Reality-Settings
Sabrina Ratté
Arsenal Contemporary Art New York is pleased to present a solo exhibition by Sabrina Ratté.
Through her work Sabrina Ratté’s enables the visualization of speculative futures exposing new and potential worlds. The interactive installation Objets-Monde presents a vast, uninhabited landscape, where the remains of psychedelically-colored car wrecks and old-school cathode-ray tube monitors are the last vestiges of a former culture. Traces of the effects of the Anthropocene are also found in the Floralia video quartet. Samples of then extinct roses, hydrangeas, ferns and glaciers, are preserved and displayed in a virtual archive.
Ratté’s subject matter is inspired by a wide range of sources: the writings of Donna J. Haraway, Ursula K. Le Guin, Greg Egan; the drawings of Hans Bellmer; Greek mythology and the philosophy of Gottfried Wilhelm Leibniz. The cyborgs/goddesses in the large-scale Monades prints embody Leibniz’s concept of the monad, where each individual is a fragmented mirror of a larger reality. The interactive multi-screen installation Distributed Memories presents multiple memories simultaneously by bombarding us with Ratté’s video outtakes and experiments from over ten years of creation. The animated video canvases of Radiances present seductive surfaces and painterly textures, highlighting Ratté’s ability to, as she calls it, paint with electronic light.

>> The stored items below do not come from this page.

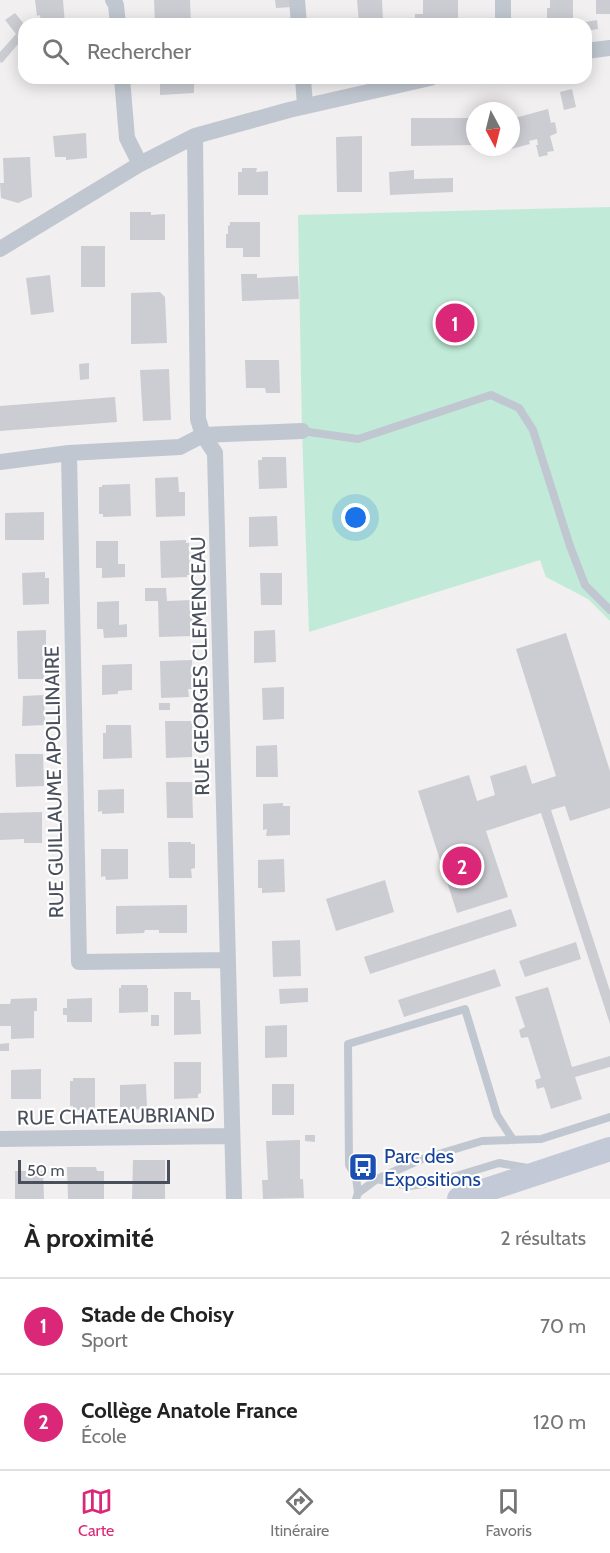 <!DOCTYPE html>
<html lang="fr">
<head>
<meta charset="utf-8">
<style>
	:root { --surface:#fff; --page:#f2f2f2; --text:#222; --muted:#767676; --line:#e0e0e0; --accent:#db2777 }
	body { margin:0; font-family:Cabin,sans-serif; background:var(--page); color:var(--text) }
	.compass { position:absolute; left:466px; top:102px; width:54px; height:54px; border-radius:50%; background:var(--surface); box-shadow:0 3px 15px #0003; rotate:173deg }
	.scale { position:absolute; left:18px; bottom:15px; width:152px; box-sizing:border-box; padding-left:6px; border:3px solid #494f5b; border-top:0; font-size:16px; line-height:21px; white-space:nowrap; color:#494f5b; -webkit-text-stroke:4px #fff; paint-order:stroke }
	.you { position:absolute; left:356px; top:518px; width:21px; height:21px; margin:-15px; border:4px solid #fff; border-radius:50%; background:#1a73e8; box-shadow:0 0 0 9px #1a73e833 }
	.badge { display:grid; place-items:center; width:39px; height:39px; border-radius:50%; background:var(--accent); color:#fff; font-size:20px; font-weight:700 }
	.pin { position:absolute; translate:-50% -50%; border:3px solid #fff; box-shadow:0 2px 6px #0006 }
	.list { margin:0; padding:0; list-style:none }
	h2 { display:flex; justify-content:space-between; align-items:center; height:78px; margin:0; padding:0 24px; font-size:26px }
	h2 small { font-size:20px; font-weight:400; color:var(--muted) }
	.list li { display:grid; grid-template-columns:39px 1fr auto; gap:18px; align-items:center; box-sizing:border-box; height:96px; padding:0 24px; border-top:2px solid var(--line) }
	.list b { display:block; font-size:22px; white-space:nowrap }
	.list p { margin:0; font-size:20px; white-space:nowrap; color:var(--muted) }
	.list em { font-size:20px; font-style:normal; color:var(--muted) }
	.icon { flex:none; width:33px; height:33px; fill:none; stroke:currentColor; stroke-width:2; stroke-linecap:round; stroke-linejoin:round }
	.map { position:relative; flex:none; width:610px; height:1199px; overflow:hidden }
	.search { position:absolute; background:var(--surface); box-shadow:0 3px 15px #0003; left:18px; right:18px; top:18px; height:66px; display:flex; align-items:center; gap:15px; box-sizing:border-box; padding:0 21px; border-radius:18px; color:var(--muted); font-size:22px }
	.sheet { height:270px; background:var(--surface) }
	nav { display:flex; justify-content:space-around; align-items:center; box-sizing:border-box; height:84px; border-top:2px solid var(--line); background:var(--surface); font-size:16px; color:var(--muted) }
	nav a { display:grid; justify-items:center; gap:3px }
	nav .on { color:var(--accent) }
	.map>svg:first-child { display:block }
	.grass { fill:#c1ebd8 }
	.building { fill:#cccdd3 }
	.lines { fill:none; stroke-linecap:round; stroke-linejoin:round }
	.lane { stroke:#c1c7d0; stroke-width:8 }
	.street { stroke:#c1c7d0; stroke-width:16 }
	.secondary { stroke:#c3c9d6; stroke-width:24 }
	.labels { text-anchor:middle; stroke-width:4.5; stroke-linejoin:round; paint-order:stroke }
	.street-label { font-size:20px; fill:#494f5b; stroke:#fff }
	.transit-label { font-size:20px; fill:#164399; stroke:#fff; text-anchor:start }
</style>
</head>
<body>
<div class="map">
<svg width="610" height="1199" viewBox="0 0 610 1199">
	<rect width="100%" height="100%" fill="#f1efef"/>
	<path class="grass" d="M610,207V621L588,599L546,577L540,560L309,632L302,431L298,215Z"/>
	<path class="building" d="M35,0H63L65,24H41L40,15L37,16Z
		M154,0H190L191,24H155Z
		M275,0H291L292,7L276,8Z
		M357,0H382L383,21L359,23Z
		M423,0H458V24H415V14H423Z
		M550,0H573V19H547V8H550Z
		M596,0H610V14H596Z
		M15,13L24,24V37L2,63L0,62V52L16,34L5,20Z
		M221,19V24H209V20Z
		M597,20L598,29L586,31V24H580V23Z
		M160,78H194V93L160,95Z
		M572,89L576,107L564,110L560,92Z
		M548,109L551,123L555,122L557,133L550,136L554,151L547,152L548,155L539,157L536,145H538L537,139L529,141L530,144L511,149V138L514,137L511,119Z
		M411,118H475V145L411,146Z
		M86,133L87,158L66,160V157H55L53,136Z
		M362,136V192H337L336,137Z
		M30,157L32,197L18,203L1,198L0,183H4L3,158Z
		M242,168H257L256,172L268,171V195H238V172H242Z
		M414,170V179L453,178V192L390,195L389,172Z
		M130,212H151V215L165,214V240H130Z
		M230,222H260V257H243V248H226V234H228V226L230,225Z
		M81,246H105V287H81Z
		M241,274H257V278L298,276L299,299L242,301Z
		M50,275L54,312L31,315L26,278Z
		M160,292L165,297L167,343L131,344V293Z
		M245,360H279L280,393H266L265,388H246Z
		M89,363V379L80,380L79,364Z
		M169,369L171,420L143,421L140,370Z
		M115,397L117,422L0,431V406Z
		M262,457H286L287,488L259,489L258,460H262Z
		M178,477L179,492H185V516L156,517L155,478Z
		M130,484L131,516L103,517V514H99V487H102V485Z
		M44,512V540H5V513Z
		M277,516L278,546L249,547V517Z
		M186,540V543H189L190,575H187V577L161,578L160,541Z
		M96,541H118V564H125V577L102,578V568H96Z
		M45,572V578H49V604L23,605L22,573Z
		M260,573H282V605H261Z
		M145,588H166L167,601L192,600L193,636L159,637L158,601H145Z
		M119,601V625L127,624V637L104,638L103,629H97V602Z
		M46,630V658H43L44,679H18L17,631Z
		M275,630L276,662L254,663V631Z
		M566,633L610,771V808L570,821L565,806L551,810L610,991V1024L541,813L486,831L508,897L457,913L418,791L469,775L477,801L495,795L490,776L526,765L532,784L556,776L516,649Z
		M192,660L193,689H188L189,697L161,698L160,661Z
		M132,664V690L118,691V694L102,695V665Z
		M284,687V719L263,720L262,688Z
		M44,695L45,725L22,726L23,696Z
		M159,703H170V710H159Z
		M165,721H192V757L166,758Z
		M106,725H131L132,758L103,759V733H106Z
		M277,745L278,777H256V746Z
		M15,754H43L44,786L16,787Z
		M166,782H192L193,818H167Z
		M124,789V813L102,814V811L98,812V790Z
		M283,803V806H290V835L266,836L267,829L263,830V804Z
		M42,812V843H24V839L0,840V813Z
		M168,842H191V844H195V868L191,869L192,878H169Z
		M101,849H128V879L106,880L105,876L101,877Z
		M284,859L285,892L262,893V888H258V860Z
		M385,880L394,912L336,931L326,899Z
		M187,905V933H159V930H145L144,933L116,934V906Z
		M511,909L517,926L370,974L364,957Z
		M300,940L301,976L273,977L272,941Z
		M576,942L581,959L525,977L519,961Z
		M495,969L501,986L404,1017L398,1000Z
		M121,985H147V988H148V1012L119,1013V988H121Z
		M548,987L572,1067L610,1056V1067L575,1077L582,1099L551,1109L544,1087L537,1089L535,1080L541,1078L528,1037L521,1038L519,1030L525,1027L515,997Z
		M308,988V1002L280,1004L279,989Z
		M174,992H191V1000H200L201,1034L174,1035Z
		M37,998V1011H34V1038L11,1039V1026H0V1004H10L11,999Z
		M92,998V1022H67V1015H63V1008H67V999Z
		M151,1015H159V1026H151Z
		M287,1025V1057L265,1058V1026Z
		M9,1043V1051H0V1044Z
		M174,1062H201V1093L198,1094V1098L174,1099Z
		M41,1069V1099H11V1070Z
		M73,1078H95V1110H73V1106H70V1081H73Z
		M146,1084L147,1109L123,1110V1107H120V1085Z
		M272,1084H294V1115H272Z
		M305,1135H315V1142L305,1141Z
		M300,1140V1179H303L304,1198L263,1199L262,1180H268L266,1141Z
		M133,1160H165V1199H132Z
		M67,1167H96L97,1171H104V1199H68Z
		M15,1171H43L44,1199H15Z"/>
	<g class="lines">
		<path class="lane" d="M302,431L358,439L491,395L519,408L533,430L570,546L585,585L610,610
			M377,1179L409,1186L433,1183L499,1163L528,1168
			M358,1193L356,1177L349,1165L348,1044L465,1009L497,1115L513,1140
			M356,1199L358,1193L377,1179L422,1159L482,1141L541,1139L610,1117"/>
		<path class="street" d="M113,0L116,5L118,24
			M297,0L299,24
			M503,0V24
			M586,51L610,48
			M122,78L127,138L140,164
			M303,78L305,106
			M195,136L198,419L203,435L215,453L234,1199
			M0,249L140,164L195,136L289,110L430,78
			M69,453L79,962L228,960
			M0,462L69,453L180,447L203,435L302,431
			M0,1139L232,1136"/>
		<path class="secondary" d="M459,1199L610,1149"/>
	</g>
	<defs>
		<g id="bus-square" transform="scale(1.5)"><rect x="-9" y="-9" width="18" height="18" rx="4" fill="#1a4fb4" stroke="#fff"/><path d="M-5-6H5V4H4V6H2V4H-2V6H-4V4H-5ZM-3.5-4V0h7V-4ZM-3.5 1.2v1.5H-2V1.2ZM2 1.2v1.5H3.5V1.2Z" fill="#fff"/></g>
	</defs>
	<g fill-rule="evenodd">
		<use href="#bus-square" x="363" y="1167"/>
	</g>
	<g class="labels">
		<g class="street-label">
			<text transform="translate(200 666) rotate(-91)" y="7">RUE GEORGES CLEMENCEAU</text>
			<text transform="translate(54 782) rotate(-91)" y="7">RUE GUILLAUME APOLLINAIRE</text>
			<text transform="translate(116 1116) rotate(-1)" y="7">RUE CHATEAUBRIAND</text>
		</g>
		<g class="transit-label">
			<text x="384" y="1163">Parc des<tspan x="384" dy="23">Expositions</tspan></text>
		</g>
	</g>
</svg>
<svg class="compass" viewBox="-18 -18 36 36"><path d="M0-13l5 13h-10z" fill="#e53935"/><path d="M0 13l5-13h-10z" fill="#767676"/></svg>
<div class="scale">50 m</div>
<div class="you"></div>
<div class="pin badge" style="left:455px;top:323px">1</div>
<div class="pin badge" style="left:462px;top:866px">2</div>
<div class="search"><svg class="icon" aria-label="search" viewBox="0 0 24 24"><circle cx="10" cy="10" r="6"/><path d="M15 15l6 6"/></svg>Rechercher</div>
</div>
<section class="sheet">
<h2>À proximité<small>2 résultats</small></h2>
<ul class="list">
<li><span class="badge">1</span><div><b>Stade de Choisy</b><p>Sport</p></div><em>70 m</em></li>
<li><span class="badge">2</span><div><b>Collège Anatole France</b><p>École</p></div><em>120 m</em></li>
</ul>
</section>
<nav>
<a class="on"><svg class="icon" aria-label="map" viewBox="0 0 24 24"><path d="M3 6l6-2 6 2 6-2v14l-6 2-6-2-6 2zM9 4v14M15 6v14"/></svg>Carte</a>
<a><svg class="icon" aria-label="directions" viewBox="0 0 24 24"><path d="M12 3l9 9-9 9-9-9zM9 14v-3h6M13 9l2 2-2 2"/></svg>Itinéraire</a>
<a><svg class="icon" aria-label="saved" viewBox="0 0 24 24"><path d="M7 4h10v16l-5-4-5 4z"/></svg>Favoris</a>
</nav>
</body>
</html>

Using photogrammetry to scan objects, plants and her own body, Ratté combines elements from the real world into her 3D animations. Through a combination of analog technologies (video synthesis and visual feedback), 3D animation and digital effects, Ratté’s imaginary worlds always retain an echo of our current existence. These relics from the past are seen in Objets-Monde, where she imagines how life is transformed after humans are gone. Or in Floralia, where an electricity-like interference in the video signal is caused by memories emanating from the archived plants. The captivating and bewitching way Ratté fuses electronic and human memory, the apocalyptic with nostalgia, preciousness and waste, idealized nature and the indelible presence of humans in the exhibition Reality-Settings, is a contemporary Siren song that cannot be resisted.